Wohnen ein Menschenrecht – ohne Enteignung der profitorientierten Wohnungswirtschaft?

Zu einer wohnungspolitischen Diskussion hatten die Bürgergemeinschaft Rathenauplatz
(https://rathenauplatz.koeln/) und die Initiativen „Severinsviertel erhalten“ (https://severinsviertelerhalten.de/) und Recht auf Stadt (https://www.rechtaufstadt.koeln/) am 6. Mai 2022 Auf den Rathenauplatz eingeladen.

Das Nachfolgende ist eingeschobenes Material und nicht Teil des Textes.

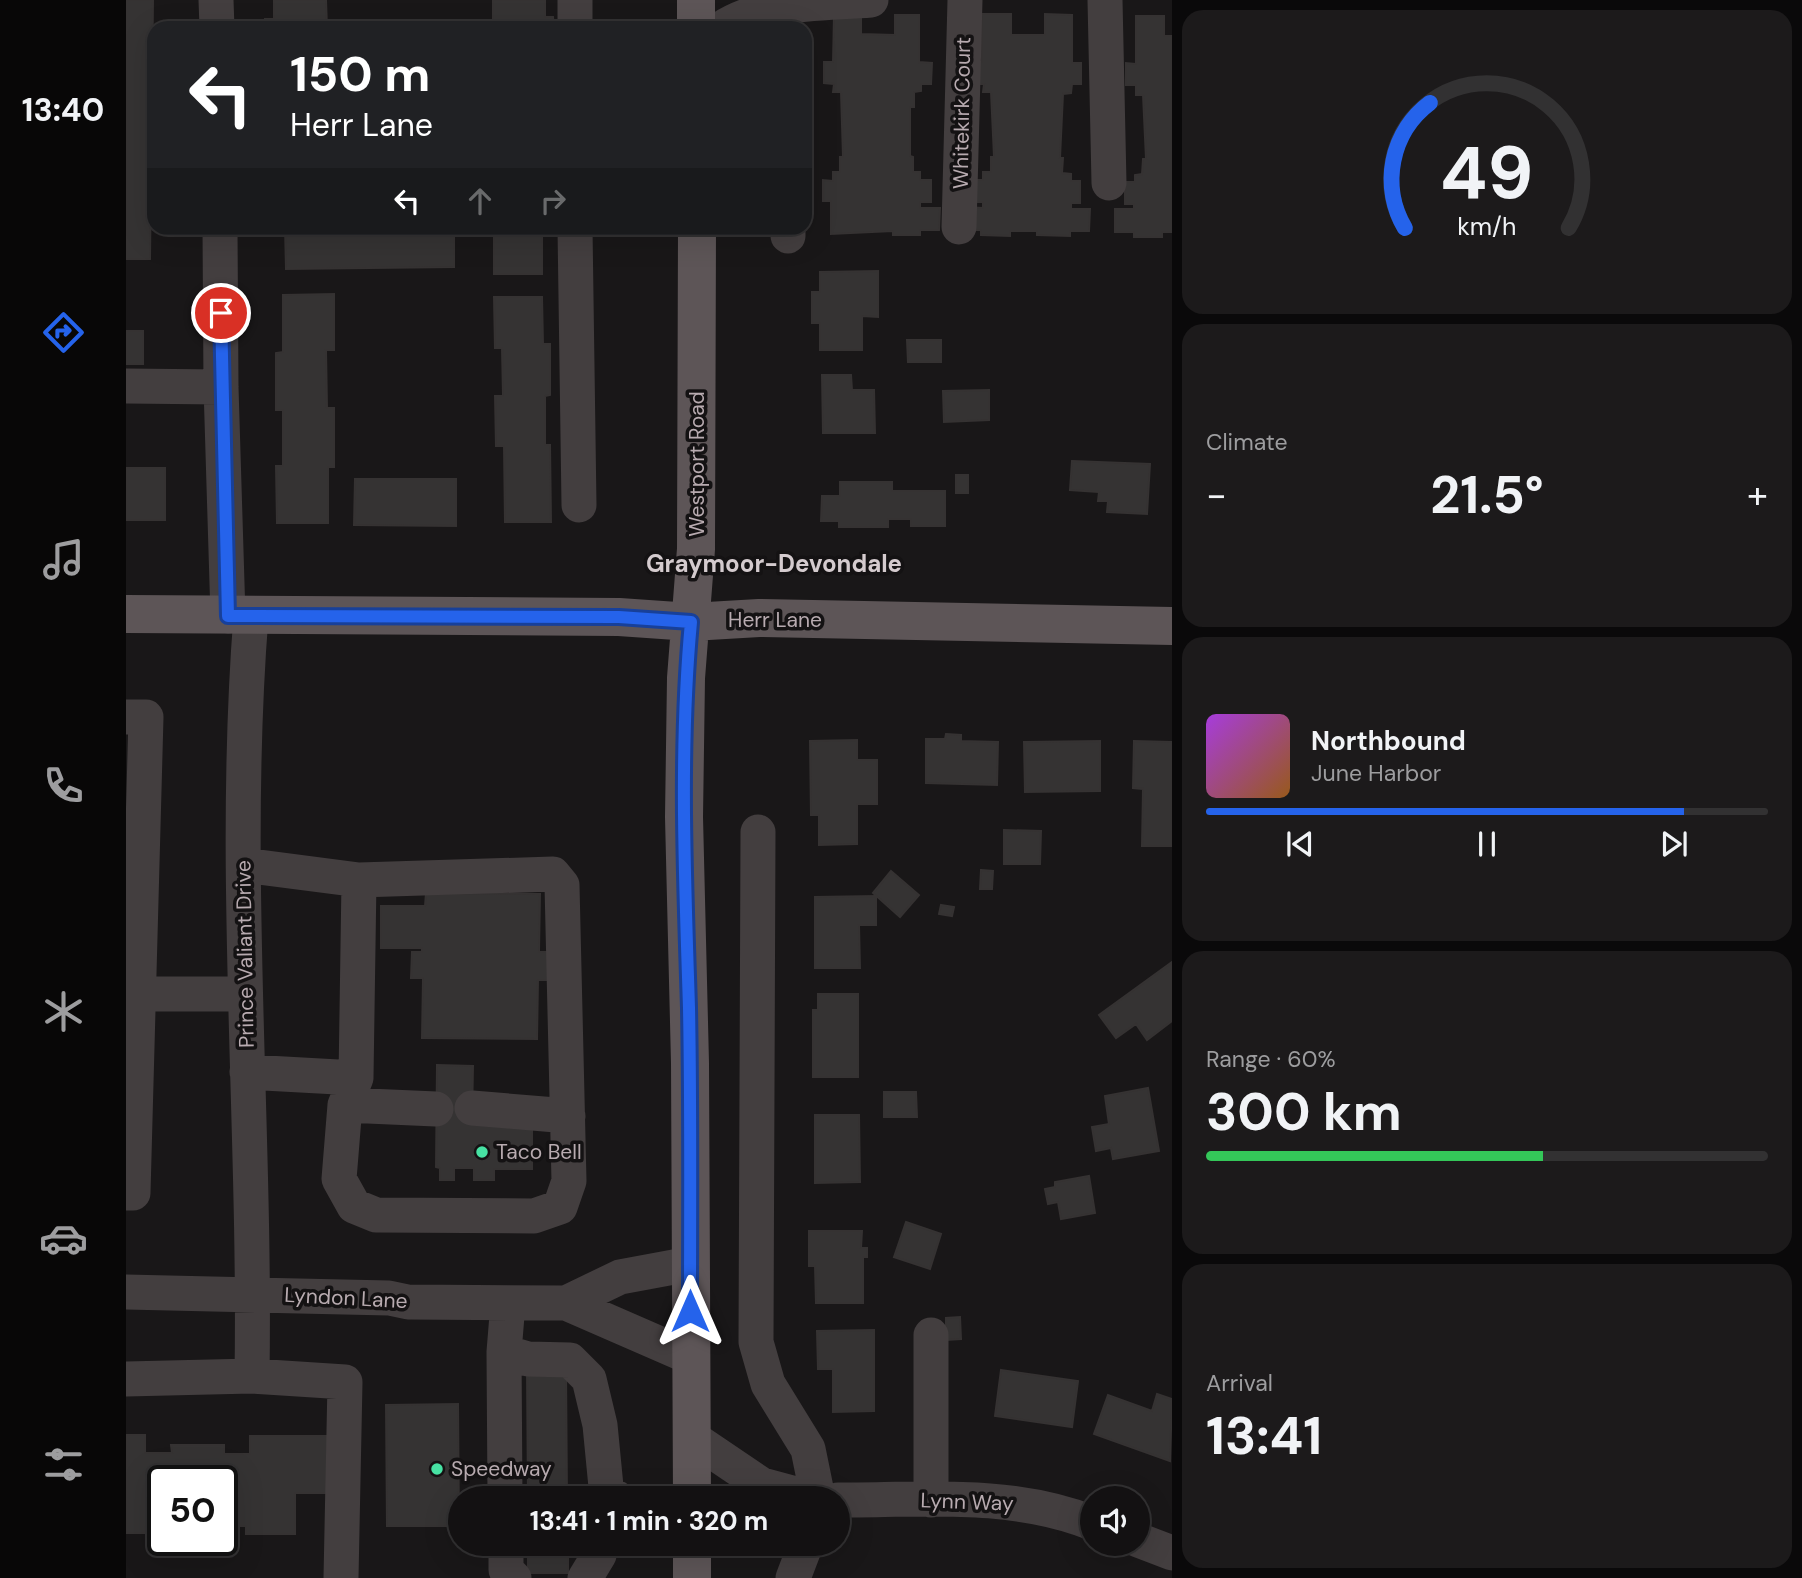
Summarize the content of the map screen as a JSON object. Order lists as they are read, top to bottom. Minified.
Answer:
{"streets":{"main road":["Westport Road","Herr Lane"],"street":["Whitekirk Court","Prince Valiant Drive","Lyndon Lane","Lynn Way"]},"crossings":[["Westport Road","Herr Lane"],["Westport Road","Lyndon Lane"],["Herr Lane","Prince Valiant Drive"],["Prince Valiant Drive","Lyndon Lane"]],"districts":["Graymoor-Devondale"],"places":["Taco Bell","Speedway"],"page":{"tabs":"13:40","turn":["150 m","Herr Lane"],"tile":["Climate",["Range · 60%","300 km"],["Arrival","13:41"]],"heat":["−","21.5°","+"],"song":["Northbound","June Harbor"],"limit":"50","trip":"13:41 · 1 min · 320 m","gauge":["49","km/h"]}}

Die Redakteurin Mirjam Gehrke moderierte die Veranstaltung.  Der Studienstiftungschor Köln (https://www.studienstiftungschor-koeln.de/), begeisterte nicht nur mit seinen Liedern, z.B. von Kasalla, sondern stellte auch das halbe Publikum.  

Auf dem Podium saßen Marc Urmetzer (FDP), Alex Yohannes (CDU), Berivan Aymaz (Grüne), Florian Schuster (SPD) und Kalle Gerigk (Linke).

Angesichts der eskalierten Wohnungsnot in Köln und der gegensätzlichen Interessen von Eigentümern und Mieterinnen erwartete ich eine Auseinandersetzung, in der die Fetzen fliegen, aber es blieb beim Plauderton. Wahlkampf als Unterhaltung.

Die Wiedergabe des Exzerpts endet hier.